**Given data**
____________

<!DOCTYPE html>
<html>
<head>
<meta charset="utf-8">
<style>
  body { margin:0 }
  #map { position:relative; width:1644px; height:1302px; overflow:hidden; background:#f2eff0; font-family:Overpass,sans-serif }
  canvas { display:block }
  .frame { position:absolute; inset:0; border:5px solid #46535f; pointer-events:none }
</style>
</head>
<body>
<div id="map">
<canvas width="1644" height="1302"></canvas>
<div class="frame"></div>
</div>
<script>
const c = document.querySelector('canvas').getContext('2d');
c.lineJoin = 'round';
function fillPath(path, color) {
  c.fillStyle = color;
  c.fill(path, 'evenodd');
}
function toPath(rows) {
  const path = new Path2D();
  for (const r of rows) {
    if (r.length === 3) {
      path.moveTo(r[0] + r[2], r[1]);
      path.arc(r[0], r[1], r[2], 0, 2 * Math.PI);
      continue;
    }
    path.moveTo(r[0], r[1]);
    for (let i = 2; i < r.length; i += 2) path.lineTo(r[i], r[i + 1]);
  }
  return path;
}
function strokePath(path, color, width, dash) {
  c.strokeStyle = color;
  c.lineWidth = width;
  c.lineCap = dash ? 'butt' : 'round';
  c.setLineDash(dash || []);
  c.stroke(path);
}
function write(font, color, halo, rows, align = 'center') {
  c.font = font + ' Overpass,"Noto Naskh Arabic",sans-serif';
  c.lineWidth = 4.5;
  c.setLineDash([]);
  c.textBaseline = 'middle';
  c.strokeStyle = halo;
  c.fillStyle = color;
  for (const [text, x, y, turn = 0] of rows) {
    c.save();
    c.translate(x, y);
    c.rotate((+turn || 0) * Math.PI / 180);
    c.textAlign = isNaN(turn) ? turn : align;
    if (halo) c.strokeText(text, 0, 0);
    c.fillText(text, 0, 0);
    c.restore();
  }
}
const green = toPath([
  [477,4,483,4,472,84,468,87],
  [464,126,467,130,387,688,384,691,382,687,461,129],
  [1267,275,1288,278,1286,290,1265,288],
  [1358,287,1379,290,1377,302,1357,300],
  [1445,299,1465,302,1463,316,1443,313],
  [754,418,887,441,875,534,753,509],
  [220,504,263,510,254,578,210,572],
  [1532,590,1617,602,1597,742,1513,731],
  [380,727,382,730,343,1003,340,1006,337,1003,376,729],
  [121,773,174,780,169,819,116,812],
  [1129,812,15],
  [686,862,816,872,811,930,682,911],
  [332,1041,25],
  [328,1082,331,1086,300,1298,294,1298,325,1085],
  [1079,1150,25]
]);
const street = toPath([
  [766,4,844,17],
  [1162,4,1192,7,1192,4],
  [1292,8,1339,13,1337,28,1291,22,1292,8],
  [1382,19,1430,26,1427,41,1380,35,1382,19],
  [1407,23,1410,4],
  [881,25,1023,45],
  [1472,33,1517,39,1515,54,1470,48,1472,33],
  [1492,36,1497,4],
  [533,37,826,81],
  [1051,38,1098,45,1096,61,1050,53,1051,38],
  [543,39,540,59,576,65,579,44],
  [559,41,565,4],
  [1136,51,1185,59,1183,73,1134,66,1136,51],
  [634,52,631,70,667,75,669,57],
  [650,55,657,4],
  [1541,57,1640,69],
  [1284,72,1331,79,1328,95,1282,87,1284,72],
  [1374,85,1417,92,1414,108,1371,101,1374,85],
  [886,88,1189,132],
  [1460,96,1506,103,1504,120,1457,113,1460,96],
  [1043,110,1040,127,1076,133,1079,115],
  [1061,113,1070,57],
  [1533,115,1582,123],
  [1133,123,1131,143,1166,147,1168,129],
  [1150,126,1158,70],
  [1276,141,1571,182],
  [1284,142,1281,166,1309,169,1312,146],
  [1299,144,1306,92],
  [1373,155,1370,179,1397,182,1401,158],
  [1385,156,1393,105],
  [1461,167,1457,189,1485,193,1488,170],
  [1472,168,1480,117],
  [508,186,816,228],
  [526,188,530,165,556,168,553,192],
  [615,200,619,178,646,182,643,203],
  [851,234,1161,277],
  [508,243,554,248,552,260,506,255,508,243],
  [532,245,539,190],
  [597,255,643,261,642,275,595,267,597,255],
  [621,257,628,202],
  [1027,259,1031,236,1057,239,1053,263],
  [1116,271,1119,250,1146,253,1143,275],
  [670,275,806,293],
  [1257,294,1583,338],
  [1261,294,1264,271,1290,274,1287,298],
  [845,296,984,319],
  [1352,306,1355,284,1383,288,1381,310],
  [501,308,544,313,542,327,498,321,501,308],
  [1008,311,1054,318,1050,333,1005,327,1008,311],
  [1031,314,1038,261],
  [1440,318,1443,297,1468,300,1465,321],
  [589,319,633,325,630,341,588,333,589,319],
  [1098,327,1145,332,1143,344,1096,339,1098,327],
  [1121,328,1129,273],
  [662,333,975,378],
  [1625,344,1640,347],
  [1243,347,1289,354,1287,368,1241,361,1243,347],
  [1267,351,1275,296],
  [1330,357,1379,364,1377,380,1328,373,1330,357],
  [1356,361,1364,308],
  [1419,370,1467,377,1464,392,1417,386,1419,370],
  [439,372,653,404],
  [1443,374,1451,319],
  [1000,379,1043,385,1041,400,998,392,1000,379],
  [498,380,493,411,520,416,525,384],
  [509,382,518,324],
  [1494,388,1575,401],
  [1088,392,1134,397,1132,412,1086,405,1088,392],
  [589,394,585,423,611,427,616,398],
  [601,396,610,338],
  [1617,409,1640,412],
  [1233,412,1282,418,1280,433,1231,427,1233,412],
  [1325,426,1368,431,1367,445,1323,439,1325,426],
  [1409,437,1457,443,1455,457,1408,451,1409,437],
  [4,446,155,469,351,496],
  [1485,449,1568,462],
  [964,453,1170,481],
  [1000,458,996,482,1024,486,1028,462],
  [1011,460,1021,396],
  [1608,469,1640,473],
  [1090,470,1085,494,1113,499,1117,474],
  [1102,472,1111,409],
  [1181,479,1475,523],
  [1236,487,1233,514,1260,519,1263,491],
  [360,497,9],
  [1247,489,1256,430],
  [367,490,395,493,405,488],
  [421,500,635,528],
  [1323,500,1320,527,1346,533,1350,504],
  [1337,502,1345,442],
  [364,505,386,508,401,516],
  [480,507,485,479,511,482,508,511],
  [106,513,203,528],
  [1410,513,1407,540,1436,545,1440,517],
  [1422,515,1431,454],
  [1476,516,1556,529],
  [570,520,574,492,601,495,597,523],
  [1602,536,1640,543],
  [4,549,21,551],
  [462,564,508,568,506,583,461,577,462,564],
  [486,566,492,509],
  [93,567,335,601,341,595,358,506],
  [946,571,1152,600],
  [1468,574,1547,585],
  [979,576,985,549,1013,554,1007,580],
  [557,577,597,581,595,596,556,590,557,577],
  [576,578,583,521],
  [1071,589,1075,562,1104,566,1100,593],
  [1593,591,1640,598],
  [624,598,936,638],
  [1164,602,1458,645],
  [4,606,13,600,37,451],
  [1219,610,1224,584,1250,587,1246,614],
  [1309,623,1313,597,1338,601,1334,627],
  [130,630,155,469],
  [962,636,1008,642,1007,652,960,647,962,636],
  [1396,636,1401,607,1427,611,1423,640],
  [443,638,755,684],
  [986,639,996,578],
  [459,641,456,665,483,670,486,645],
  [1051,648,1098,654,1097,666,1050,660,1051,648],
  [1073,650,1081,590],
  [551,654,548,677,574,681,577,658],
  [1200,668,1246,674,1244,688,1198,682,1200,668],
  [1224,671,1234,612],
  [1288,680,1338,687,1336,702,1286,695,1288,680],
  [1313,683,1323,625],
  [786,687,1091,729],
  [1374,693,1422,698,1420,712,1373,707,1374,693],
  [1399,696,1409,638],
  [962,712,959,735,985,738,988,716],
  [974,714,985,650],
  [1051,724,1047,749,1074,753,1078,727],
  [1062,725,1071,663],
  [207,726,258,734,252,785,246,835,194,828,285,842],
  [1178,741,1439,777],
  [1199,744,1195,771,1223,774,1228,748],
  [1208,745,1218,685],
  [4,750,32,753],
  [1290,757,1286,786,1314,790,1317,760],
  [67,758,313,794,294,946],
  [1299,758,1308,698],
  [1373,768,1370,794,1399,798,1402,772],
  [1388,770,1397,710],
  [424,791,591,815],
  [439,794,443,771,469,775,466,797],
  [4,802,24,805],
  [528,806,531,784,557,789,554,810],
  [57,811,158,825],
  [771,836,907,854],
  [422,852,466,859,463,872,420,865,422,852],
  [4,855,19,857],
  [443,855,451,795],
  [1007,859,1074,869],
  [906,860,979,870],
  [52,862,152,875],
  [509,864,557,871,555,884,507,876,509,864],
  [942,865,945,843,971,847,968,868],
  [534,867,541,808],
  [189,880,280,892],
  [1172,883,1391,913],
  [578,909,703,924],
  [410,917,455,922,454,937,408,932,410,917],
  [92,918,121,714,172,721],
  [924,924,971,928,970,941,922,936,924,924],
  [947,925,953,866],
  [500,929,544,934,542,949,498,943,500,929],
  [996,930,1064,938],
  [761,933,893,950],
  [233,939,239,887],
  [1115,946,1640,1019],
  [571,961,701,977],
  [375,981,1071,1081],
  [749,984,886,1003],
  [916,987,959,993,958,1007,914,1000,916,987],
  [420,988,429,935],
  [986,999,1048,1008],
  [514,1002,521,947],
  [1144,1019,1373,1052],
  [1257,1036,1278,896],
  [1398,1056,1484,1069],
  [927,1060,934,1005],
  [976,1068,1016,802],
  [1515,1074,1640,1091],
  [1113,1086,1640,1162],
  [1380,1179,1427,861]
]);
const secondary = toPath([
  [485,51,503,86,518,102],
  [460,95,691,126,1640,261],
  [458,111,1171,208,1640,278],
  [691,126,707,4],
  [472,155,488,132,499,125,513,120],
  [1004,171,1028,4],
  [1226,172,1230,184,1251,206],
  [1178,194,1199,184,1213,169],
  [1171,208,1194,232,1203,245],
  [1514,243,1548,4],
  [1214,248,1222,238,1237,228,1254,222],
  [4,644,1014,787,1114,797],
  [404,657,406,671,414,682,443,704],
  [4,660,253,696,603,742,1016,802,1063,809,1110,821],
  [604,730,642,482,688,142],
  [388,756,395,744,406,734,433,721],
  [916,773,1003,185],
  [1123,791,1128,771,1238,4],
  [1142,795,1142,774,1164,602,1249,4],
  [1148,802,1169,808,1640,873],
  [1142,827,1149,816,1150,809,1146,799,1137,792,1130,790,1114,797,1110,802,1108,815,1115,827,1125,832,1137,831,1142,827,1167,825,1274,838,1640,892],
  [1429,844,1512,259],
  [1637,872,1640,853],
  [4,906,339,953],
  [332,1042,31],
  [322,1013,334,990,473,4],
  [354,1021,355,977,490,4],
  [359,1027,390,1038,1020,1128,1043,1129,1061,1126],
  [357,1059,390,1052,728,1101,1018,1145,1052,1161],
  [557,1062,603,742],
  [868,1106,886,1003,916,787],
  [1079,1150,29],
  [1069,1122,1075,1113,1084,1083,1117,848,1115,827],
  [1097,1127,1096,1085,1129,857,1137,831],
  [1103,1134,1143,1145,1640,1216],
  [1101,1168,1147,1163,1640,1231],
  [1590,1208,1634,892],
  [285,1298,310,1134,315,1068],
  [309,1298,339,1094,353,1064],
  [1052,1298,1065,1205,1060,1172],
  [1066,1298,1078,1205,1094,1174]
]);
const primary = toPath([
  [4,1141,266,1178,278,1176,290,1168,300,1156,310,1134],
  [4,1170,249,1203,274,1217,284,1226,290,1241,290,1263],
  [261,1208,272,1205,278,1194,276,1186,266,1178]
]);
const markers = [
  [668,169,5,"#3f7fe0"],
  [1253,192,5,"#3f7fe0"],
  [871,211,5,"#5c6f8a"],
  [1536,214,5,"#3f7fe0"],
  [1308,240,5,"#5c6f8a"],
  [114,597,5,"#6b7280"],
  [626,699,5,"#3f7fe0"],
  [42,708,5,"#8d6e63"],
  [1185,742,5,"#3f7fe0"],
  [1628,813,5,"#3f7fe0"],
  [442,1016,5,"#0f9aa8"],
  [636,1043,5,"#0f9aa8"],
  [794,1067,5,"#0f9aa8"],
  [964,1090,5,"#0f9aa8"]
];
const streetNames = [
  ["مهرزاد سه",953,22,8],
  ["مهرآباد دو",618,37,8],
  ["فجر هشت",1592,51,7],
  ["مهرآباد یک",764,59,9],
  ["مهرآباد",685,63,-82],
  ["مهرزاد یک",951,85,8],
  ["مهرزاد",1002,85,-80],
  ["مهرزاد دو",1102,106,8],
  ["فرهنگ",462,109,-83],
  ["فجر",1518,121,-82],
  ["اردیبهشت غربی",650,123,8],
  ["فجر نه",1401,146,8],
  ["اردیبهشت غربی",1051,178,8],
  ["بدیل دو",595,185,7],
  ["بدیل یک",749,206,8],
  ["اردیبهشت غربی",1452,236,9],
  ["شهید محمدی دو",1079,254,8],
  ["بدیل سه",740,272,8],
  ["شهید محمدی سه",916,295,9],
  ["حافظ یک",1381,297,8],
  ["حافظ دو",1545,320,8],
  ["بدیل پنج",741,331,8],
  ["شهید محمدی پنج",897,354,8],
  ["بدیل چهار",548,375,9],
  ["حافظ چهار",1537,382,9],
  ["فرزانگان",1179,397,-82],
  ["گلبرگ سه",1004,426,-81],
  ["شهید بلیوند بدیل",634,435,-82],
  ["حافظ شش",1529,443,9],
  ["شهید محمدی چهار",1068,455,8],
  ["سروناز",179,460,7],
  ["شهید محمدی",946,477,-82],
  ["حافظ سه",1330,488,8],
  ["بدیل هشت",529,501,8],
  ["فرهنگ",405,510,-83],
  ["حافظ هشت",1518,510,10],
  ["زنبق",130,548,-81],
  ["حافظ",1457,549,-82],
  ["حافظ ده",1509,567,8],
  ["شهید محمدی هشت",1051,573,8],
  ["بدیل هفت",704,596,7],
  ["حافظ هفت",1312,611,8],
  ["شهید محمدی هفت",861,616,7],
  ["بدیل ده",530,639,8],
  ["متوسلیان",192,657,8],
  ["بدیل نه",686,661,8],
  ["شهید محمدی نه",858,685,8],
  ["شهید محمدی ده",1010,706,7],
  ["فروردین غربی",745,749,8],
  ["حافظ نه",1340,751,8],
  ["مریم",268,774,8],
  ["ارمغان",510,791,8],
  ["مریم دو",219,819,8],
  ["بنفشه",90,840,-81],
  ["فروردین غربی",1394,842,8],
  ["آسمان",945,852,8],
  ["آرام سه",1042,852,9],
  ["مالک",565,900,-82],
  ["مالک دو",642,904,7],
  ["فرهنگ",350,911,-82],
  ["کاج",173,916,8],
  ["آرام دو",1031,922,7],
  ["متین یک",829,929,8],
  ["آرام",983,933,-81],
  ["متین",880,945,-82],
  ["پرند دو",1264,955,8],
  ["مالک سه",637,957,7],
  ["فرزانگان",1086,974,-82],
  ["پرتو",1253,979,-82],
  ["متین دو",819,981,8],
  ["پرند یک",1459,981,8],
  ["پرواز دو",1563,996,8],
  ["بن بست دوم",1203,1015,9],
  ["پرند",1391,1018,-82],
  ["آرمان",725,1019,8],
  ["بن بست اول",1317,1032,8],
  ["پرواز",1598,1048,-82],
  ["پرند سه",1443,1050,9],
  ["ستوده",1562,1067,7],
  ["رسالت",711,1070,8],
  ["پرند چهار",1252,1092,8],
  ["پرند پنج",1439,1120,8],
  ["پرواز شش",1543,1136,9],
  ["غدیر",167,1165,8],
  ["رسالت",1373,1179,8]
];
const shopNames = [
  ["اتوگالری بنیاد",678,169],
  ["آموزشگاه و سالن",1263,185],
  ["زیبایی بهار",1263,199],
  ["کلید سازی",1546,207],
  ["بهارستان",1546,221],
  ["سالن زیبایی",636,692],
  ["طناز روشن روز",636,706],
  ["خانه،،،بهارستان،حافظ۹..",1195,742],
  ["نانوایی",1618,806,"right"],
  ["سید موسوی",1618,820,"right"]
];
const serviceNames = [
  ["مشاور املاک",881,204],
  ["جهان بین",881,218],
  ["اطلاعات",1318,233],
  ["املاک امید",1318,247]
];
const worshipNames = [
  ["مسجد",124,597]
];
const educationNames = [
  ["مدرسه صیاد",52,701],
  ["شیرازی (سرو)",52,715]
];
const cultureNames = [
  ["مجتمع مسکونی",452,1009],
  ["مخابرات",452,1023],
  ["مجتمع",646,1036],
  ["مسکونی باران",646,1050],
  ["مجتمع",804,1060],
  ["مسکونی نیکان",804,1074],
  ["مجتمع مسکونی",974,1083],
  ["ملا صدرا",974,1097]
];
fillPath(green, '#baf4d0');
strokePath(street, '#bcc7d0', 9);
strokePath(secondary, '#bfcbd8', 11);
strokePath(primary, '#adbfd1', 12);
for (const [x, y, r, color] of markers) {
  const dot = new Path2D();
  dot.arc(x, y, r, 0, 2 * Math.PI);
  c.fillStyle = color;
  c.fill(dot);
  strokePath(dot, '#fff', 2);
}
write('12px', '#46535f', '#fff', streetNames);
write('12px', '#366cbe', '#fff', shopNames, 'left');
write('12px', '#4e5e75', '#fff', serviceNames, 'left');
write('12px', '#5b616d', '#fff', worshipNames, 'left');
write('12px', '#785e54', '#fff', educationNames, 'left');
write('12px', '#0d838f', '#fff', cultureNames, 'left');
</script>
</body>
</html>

____________

**Task item**
Find and copy each line above that includes the string "secondary".

**Task answer**
const secondary = toPath([
strokePath(secondary, '#bfcbd8', 11);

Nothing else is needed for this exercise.